In which I twhinge

This weekend, I tweeted Wandsworth Council to complain about the organisation of the Battersea Park fireworks display.

I’d like to pretend that it was an uncharacteristic move, borne out of sleep-deprivation, frustration at having to collect pre-booked tickets from the park before noon on the day of the fireworks, and perhaps a touch of over-excitement because frankly, I love fireworks more than most things in life.

I could pretend that, but I know in my heart (and also my brain) that the weekend before, I tweeted Natwest to complain about their shoddy customer service. While I was still in Natwest. I once tweeted Eat to complain that staff had forgotten the puff pastry top to my chicken soup, then discovered it sodden inside the pot. And complained some more.

I never used to be a complainer, mind.
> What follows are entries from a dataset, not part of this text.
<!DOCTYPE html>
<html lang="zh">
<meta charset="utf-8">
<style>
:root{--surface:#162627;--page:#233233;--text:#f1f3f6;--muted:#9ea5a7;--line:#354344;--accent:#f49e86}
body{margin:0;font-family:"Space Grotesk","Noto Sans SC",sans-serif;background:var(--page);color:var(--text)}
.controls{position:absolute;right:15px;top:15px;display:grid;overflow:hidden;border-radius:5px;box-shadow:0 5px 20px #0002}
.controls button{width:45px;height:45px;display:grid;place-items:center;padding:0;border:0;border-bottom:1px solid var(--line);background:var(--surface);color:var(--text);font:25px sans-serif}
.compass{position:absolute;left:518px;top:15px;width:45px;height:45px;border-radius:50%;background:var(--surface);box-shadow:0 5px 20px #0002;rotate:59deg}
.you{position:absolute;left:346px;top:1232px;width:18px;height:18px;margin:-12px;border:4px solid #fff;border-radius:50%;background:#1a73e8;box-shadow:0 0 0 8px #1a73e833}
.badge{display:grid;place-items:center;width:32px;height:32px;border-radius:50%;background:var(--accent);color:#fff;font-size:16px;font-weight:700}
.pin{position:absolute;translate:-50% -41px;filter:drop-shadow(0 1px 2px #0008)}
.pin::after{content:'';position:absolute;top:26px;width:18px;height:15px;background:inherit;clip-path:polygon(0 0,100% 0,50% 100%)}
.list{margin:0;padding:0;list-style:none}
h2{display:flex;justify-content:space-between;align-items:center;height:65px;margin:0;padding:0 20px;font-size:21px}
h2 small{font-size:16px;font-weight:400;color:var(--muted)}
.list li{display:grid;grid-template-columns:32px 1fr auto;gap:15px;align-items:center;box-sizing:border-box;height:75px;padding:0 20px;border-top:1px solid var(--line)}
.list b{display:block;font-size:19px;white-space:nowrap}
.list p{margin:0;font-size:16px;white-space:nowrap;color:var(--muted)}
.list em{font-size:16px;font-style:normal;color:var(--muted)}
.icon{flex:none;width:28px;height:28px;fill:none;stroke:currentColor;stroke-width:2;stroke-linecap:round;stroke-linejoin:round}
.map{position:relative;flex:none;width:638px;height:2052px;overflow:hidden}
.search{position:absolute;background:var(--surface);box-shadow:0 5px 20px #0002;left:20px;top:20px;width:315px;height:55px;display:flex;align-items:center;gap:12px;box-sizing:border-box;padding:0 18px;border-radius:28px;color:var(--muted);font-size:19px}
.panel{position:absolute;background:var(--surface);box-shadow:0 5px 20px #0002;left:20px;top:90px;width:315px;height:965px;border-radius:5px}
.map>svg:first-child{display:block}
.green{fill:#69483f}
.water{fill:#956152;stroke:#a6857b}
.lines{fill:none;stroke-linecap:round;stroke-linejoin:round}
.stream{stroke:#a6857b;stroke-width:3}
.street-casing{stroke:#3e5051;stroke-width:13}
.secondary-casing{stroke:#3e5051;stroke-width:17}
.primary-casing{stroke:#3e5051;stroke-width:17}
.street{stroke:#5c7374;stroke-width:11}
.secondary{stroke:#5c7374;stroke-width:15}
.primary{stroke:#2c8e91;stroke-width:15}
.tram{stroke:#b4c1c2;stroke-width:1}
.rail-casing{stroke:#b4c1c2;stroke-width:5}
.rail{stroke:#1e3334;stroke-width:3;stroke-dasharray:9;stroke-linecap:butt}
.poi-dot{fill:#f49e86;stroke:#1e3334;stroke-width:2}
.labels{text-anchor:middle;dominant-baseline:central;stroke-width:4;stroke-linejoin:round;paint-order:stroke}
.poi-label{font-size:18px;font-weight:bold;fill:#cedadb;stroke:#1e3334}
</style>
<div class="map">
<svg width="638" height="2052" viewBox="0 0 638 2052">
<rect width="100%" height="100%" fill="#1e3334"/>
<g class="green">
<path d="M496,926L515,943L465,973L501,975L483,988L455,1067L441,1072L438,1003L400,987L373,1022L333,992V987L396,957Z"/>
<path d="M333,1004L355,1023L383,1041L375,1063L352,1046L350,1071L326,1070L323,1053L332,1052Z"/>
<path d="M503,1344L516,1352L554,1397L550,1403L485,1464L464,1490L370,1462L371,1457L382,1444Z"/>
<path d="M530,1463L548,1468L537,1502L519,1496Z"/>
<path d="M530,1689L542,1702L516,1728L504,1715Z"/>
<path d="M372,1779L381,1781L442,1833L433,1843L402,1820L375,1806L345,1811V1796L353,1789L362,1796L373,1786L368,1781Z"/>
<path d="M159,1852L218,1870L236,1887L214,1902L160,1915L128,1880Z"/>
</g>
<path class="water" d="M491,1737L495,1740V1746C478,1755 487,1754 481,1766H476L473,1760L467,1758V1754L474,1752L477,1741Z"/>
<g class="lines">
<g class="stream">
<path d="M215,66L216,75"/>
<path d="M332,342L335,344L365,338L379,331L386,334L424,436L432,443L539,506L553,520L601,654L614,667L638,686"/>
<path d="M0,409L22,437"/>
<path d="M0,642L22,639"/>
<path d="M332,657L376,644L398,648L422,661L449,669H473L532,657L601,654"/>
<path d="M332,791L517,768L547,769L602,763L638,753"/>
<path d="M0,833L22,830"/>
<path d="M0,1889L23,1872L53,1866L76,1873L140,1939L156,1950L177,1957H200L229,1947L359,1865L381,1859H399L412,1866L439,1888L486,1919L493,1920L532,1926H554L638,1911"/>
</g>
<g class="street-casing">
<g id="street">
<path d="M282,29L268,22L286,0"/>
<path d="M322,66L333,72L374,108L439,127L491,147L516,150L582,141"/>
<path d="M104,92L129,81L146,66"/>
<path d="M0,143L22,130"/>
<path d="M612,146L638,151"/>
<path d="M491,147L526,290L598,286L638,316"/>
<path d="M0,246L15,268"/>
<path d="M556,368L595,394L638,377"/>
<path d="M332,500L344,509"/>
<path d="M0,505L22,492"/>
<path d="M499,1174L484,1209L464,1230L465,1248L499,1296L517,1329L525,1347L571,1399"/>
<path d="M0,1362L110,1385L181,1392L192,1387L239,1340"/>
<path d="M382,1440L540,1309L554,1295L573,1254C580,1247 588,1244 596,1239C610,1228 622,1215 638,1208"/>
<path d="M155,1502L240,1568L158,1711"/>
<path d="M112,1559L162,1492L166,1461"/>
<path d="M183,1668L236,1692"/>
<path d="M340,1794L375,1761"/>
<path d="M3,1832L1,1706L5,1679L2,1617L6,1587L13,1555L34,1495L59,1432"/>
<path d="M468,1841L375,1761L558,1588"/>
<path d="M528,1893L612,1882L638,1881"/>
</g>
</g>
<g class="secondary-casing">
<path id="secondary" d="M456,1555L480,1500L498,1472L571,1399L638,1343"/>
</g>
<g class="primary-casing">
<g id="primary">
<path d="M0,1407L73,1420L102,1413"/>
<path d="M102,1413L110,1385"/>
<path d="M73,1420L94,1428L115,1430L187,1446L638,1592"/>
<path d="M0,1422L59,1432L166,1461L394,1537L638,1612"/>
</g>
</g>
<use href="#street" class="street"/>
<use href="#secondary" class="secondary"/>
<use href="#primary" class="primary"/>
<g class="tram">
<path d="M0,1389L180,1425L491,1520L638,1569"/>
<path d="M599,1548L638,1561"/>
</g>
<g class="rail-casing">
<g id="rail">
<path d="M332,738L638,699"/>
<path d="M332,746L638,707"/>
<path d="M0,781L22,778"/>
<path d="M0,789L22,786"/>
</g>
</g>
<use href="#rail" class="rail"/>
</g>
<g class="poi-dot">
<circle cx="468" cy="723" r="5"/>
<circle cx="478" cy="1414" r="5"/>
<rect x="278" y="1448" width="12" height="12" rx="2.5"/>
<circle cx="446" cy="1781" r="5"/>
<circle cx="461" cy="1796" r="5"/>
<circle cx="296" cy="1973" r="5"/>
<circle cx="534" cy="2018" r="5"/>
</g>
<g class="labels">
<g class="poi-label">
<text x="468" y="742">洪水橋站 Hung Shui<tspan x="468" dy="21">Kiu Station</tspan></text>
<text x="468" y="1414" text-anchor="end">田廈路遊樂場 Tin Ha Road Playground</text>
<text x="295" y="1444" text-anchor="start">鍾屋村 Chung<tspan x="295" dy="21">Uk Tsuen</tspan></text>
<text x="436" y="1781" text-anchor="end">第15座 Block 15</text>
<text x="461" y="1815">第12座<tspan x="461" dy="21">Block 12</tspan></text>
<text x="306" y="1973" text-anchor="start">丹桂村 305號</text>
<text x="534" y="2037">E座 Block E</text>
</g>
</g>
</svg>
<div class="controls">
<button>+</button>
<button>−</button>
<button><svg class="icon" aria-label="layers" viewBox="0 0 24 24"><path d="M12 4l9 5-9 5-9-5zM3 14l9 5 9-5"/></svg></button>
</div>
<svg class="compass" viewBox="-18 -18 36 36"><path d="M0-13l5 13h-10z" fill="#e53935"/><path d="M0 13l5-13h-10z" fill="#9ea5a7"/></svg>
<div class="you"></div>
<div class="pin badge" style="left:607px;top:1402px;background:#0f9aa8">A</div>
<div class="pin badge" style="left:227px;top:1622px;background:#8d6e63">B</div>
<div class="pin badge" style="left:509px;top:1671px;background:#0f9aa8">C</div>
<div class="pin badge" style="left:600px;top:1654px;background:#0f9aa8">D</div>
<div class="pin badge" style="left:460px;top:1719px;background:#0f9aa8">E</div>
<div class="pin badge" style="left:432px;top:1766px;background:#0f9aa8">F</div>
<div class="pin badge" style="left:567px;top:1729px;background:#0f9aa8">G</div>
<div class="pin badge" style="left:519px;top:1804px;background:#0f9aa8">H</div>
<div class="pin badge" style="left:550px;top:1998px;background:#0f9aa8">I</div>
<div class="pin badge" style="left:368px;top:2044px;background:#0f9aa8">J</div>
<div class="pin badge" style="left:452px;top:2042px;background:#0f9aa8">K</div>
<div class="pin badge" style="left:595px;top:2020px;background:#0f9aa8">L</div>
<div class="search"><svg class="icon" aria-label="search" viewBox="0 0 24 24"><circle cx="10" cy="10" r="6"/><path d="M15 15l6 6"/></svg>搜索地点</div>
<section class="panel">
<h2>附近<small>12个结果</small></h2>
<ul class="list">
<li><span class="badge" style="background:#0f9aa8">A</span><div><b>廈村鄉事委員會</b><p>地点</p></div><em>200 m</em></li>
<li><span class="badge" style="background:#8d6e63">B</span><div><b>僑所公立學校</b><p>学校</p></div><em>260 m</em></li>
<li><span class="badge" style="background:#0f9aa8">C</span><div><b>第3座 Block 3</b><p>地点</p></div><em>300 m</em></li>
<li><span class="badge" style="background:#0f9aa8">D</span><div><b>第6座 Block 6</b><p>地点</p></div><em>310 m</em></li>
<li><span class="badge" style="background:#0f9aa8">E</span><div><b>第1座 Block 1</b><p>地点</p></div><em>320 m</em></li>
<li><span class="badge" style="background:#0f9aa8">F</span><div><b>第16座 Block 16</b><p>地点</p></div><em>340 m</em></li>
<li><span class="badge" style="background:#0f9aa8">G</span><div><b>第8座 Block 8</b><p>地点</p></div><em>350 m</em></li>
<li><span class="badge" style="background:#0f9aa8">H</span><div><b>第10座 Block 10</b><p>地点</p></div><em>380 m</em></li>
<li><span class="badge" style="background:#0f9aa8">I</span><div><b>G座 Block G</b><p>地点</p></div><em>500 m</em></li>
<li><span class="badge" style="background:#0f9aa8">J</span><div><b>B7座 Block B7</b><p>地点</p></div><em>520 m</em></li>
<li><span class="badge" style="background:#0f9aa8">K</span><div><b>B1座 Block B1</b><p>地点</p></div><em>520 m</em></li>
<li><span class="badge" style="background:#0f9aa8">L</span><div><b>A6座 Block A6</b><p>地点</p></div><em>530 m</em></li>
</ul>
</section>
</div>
I’ve been an enthusiastic tutter and sigher for years, but it’s only recently that I’ve started channeling my dissatisfaction into something more productive. They say it’s never to late to take up a new hobby, and I’m happy to have found a pastime that is both calorie-burning and committed to the greater good.

It’s also a undeniable sign that I am becoming my mother, who once phoned up Baxter’s soup to complain about getting the wrong soup in her can and received £4 in compensation vouchers. “It was my son’s favourite,” she told them. “He’s very disappointed.” The son was 18.

The problem, of course, is that official complaining is so much quicker and easier than it used to be. Twenty years ago, doing a complaint also involved finding a pen, or dialing a number, possibly referring to a Filofax or angrily operating a Photostat machine, by the end of which your anger had probably melted away into just feeling slightly peckish, and all would be calm again.

Now, social media has opened up super express highways for complaining. We can eat an unsatisfactory croissant, receive bad customer service and whinge about it on Twitter before we’ve even wiped the sleep from our eyes. What’s more, we can do it publicly, like ringing a great big bell in the town square and yelling “Hear ye, hear ye! I only got three prawns in my sandwich and M&S are doing DIDDLY SQUAT about it.”

The good thing about all this digital disgruntledness, of course, is that it gives brands the chance to be brilliant back. The brilliant Bodyform video response to a snarky male Facebook commenter, for example, or o2 getting down wiv da kids when replying to ragey messages.

Wandsworth Council, by the way, never replied. But it must be said the fireworks were grand.